> [TASK DETAILS]
Filter out every line below that lacks "moveTo", and copy the rest.

[SOURCE DATA]

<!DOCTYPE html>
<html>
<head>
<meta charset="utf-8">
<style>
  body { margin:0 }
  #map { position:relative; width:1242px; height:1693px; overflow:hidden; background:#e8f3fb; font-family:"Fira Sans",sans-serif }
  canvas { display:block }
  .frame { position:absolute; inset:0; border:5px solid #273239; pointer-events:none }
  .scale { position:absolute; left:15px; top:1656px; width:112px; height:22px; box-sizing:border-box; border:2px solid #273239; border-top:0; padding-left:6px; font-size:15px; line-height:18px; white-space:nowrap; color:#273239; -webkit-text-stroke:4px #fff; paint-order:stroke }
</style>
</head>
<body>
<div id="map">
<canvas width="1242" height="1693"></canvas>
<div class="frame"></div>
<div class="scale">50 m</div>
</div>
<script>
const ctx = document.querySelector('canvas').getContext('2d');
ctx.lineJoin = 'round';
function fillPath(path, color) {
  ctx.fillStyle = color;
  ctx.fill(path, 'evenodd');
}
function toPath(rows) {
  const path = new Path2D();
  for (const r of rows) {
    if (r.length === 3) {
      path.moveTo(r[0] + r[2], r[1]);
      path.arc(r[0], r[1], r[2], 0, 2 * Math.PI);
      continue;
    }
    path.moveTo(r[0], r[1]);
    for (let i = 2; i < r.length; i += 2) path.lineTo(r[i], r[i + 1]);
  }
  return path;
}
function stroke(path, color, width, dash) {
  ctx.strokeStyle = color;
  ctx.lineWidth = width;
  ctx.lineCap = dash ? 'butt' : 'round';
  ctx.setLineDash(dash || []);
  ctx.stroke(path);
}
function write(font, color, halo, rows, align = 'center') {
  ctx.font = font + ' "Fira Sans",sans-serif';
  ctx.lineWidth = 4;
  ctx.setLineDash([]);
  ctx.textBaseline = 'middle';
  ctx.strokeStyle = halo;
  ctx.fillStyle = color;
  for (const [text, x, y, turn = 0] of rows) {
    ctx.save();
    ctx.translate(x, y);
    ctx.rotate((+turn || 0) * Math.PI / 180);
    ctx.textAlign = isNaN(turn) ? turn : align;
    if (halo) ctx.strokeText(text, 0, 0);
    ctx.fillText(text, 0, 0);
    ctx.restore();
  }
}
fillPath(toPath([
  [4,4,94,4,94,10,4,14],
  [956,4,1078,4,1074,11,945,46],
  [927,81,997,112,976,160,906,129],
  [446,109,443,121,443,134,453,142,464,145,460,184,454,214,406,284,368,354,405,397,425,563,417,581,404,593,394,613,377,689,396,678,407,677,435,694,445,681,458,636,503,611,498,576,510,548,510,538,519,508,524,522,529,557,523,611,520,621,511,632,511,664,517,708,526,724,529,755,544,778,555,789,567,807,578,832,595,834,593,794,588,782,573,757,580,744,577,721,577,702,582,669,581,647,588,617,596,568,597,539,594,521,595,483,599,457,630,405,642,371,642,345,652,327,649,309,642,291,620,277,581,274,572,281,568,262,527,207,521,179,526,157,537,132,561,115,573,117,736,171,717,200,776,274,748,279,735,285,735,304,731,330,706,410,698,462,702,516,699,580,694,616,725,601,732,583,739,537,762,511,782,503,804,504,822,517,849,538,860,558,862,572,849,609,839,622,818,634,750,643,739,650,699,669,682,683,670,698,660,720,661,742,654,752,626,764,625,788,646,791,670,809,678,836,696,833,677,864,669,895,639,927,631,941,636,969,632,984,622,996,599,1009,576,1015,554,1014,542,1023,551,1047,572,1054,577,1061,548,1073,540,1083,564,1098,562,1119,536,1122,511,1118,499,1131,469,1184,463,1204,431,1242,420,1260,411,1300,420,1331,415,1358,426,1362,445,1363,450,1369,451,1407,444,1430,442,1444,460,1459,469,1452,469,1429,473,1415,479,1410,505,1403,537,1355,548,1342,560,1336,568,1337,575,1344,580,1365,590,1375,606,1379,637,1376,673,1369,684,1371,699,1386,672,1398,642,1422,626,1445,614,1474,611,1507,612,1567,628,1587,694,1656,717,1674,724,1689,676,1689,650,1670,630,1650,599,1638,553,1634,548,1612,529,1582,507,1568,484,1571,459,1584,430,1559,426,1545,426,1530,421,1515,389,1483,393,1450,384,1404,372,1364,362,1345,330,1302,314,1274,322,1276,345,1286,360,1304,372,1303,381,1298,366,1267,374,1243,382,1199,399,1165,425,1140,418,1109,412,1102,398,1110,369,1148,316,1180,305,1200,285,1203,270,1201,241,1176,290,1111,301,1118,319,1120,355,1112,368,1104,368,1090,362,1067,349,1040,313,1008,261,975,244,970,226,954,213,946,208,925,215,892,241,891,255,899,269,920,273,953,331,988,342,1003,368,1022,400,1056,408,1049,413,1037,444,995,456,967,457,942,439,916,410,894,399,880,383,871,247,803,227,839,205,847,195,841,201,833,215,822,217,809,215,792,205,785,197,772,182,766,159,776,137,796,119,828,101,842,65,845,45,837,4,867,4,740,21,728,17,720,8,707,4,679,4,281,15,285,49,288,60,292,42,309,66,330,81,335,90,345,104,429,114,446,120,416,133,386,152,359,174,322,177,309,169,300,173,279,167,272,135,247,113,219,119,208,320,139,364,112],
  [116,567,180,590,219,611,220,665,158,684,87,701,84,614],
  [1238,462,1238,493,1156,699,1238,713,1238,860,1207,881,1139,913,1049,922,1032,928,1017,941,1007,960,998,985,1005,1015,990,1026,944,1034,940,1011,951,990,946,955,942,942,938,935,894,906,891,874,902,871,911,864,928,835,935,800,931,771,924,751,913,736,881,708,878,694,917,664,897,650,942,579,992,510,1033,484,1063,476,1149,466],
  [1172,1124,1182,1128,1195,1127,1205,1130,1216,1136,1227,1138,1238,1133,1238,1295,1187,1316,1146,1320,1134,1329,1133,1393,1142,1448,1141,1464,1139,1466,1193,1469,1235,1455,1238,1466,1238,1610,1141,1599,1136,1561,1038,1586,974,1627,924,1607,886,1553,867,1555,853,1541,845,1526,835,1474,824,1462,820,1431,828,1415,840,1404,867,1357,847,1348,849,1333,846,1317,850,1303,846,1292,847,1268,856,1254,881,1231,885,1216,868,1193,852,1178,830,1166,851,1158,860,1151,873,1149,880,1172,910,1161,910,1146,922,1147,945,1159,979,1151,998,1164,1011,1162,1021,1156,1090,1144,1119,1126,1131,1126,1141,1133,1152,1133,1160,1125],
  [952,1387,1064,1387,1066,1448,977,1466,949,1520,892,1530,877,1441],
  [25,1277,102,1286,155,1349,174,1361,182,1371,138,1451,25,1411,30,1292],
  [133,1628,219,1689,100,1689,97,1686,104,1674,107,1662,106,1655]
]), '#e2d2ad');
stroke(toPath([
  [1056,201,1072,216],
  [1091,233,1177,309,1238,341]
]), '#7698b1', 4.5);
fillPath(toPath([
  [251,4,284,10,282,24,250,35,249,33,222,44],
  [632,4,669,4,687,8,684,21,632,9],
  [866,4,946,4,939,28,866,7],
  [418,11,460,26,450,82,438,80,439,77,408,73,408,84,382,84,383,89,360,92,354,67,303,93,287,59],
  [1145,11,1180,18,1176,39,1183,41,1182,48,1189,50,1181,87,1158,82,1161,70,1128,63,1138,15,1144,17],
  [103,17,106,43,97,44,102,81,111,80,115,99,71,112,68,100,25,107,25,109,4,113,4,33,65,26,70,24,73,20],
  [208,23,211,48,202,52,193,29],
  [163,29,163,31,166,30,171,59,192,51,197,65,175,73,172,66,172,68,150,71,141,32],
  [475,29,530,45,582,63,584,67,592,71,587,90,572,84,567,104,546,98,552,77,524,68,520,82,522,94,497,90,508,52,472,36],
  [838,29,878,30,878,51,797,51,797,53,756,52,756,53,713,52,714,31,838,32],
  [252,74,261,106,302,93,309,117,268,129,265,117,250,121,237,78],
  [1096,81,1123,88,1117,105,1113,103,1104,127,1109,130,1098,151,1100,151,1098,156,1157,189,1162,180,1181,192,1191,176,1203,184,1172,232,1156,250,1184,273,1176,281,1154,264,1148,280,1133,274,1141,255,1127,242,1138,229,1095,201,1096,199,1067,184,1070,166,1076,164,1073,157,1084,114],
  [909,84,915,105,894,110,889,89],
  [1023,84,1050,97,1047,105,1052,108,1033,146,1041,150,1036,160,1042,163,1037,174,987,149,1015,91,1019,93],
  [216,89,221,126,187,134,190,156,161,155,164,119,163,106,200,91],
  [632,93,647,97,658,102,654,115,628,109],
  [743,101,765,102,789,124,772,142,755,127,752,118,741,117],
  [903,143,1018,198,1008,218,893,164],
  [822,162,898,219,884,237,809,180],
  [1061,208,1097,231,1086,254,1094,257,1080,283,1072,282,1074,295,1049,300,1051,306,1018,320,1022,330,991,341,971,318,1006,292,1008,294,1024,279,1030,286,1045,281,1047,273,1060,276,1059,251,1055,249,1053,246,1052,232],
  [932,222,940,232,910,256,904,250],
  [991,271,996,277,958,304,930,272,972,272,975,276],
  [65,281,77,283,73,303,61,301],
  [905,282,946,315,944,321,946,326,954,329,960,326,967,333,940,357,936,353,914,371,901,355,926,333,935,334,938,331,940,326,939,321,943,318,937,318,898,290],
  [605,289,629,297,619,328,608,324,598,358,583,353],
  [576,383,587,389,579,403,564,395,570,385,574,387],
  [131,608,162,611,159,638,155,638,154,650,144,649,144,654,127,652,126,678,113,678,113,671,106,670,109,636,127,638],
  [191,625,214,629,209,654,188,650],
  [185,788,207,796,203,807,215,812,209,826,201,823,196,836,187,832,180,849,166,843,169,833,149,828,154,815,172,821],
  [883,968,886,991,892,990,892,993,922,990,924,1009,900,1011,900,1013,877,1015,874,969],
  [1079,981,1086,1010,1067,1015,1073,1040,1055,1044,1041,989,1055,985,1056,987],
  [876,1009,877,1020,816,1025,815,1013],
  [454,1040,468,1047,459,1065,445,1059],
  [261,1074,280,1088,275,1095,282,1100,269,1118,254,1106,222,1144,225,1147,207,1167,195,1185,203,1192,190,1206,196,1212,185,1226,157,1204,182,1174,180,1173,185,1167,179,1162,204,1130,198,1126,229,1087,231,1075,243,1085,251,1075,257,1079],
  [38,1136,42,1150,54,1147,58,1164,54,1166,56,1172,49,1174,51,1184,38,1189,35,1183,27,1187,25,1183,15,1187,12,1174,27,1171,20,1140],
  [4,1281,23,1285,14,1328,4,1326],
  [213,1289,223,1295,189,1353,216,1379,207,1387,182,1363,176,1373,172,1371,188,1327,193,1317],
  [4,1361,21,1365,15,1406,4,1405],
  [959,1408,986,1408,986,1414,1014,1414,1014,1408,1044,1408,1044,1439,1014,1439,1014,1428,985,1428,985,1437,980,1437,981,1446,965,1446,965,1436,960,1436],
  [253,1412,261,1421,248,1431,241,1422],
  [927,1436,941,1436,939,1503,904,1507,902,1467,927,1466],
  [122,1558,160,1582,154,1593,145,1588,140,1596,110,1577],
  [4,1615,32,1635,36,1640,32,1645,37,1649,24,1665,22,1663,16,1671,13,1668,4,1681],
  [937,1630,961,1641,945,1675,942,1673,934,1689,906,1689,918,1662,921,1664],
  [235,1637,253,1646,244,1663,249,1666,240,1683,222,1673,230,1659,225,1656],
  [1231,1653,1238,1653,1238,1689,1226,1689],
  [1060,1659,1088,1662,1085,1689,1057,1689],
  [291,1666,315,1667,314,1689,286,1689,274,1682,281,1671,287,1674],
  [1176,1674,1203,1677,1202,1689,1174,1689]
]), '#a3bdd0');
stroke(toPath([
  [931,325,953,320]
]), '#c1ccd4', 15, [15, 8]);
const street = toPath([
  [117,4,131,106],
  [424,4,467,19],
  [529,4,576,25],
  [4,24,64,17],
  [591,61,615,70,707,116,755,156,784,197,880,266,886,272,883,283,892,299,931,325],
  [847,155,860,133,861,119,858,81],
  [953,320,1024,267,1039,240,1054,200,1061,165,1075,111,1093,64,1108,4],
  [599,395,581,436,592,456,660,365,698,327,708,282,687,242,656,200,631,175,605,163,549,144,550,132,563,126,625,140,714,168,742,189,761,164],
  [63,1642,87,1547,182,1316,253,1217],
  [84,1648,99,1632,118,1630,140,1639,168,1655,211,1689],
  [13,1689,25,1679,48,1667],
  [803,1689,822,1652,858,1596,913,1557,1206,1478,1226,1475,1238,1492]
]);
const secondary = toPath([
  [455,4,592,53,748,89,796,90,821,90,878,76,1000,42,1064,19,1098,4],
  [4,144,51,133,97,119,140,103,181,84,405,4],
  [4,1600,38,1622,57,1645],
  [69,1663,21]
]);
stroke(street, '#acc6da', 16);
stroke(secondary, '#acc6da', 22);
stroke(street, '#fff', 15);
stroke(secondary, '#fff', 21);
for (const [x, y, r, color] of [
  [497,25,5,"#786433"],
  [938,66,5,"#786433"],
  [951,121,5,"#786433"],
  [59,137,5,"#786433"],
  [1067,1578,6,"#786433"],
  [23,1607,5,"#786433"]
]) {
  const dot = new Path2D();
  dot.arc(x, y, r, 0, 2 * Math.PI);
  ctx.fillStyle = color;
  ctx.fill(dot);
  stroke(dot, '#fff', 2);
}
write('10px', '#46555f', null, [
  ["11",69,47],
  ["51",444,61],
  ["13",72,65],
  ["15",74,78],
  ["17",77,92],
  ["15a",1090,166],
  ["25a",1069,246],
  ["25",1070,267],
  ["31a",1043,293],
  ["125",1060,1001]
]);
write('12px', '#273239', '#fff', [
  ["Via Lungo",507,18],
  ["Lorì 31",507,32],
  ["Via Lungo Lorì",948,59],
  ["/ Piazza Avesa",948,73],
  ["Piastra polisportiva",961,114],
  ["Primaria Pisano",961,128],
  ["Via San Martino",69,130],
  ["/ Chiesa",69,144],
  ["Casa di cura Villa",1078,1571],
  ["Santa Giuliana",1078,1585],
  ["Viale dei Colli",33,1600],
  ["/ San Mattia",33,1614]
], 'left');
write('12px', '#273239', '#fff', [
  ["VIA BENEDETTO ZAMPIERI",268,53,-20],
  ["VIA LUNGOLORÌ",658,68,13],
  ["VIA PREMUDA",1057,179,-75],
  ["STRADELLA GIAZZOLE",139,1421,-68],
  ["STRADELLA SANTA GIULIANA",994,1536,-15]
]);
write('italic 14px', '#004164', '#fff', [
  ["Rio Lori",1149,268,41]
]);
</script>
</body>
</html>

[/SOURCE DATA]

> [TASK RESULT]
      path.moveTo(r[0] + r[2], r[1]);
    path.moveTo(r[0], r[1]);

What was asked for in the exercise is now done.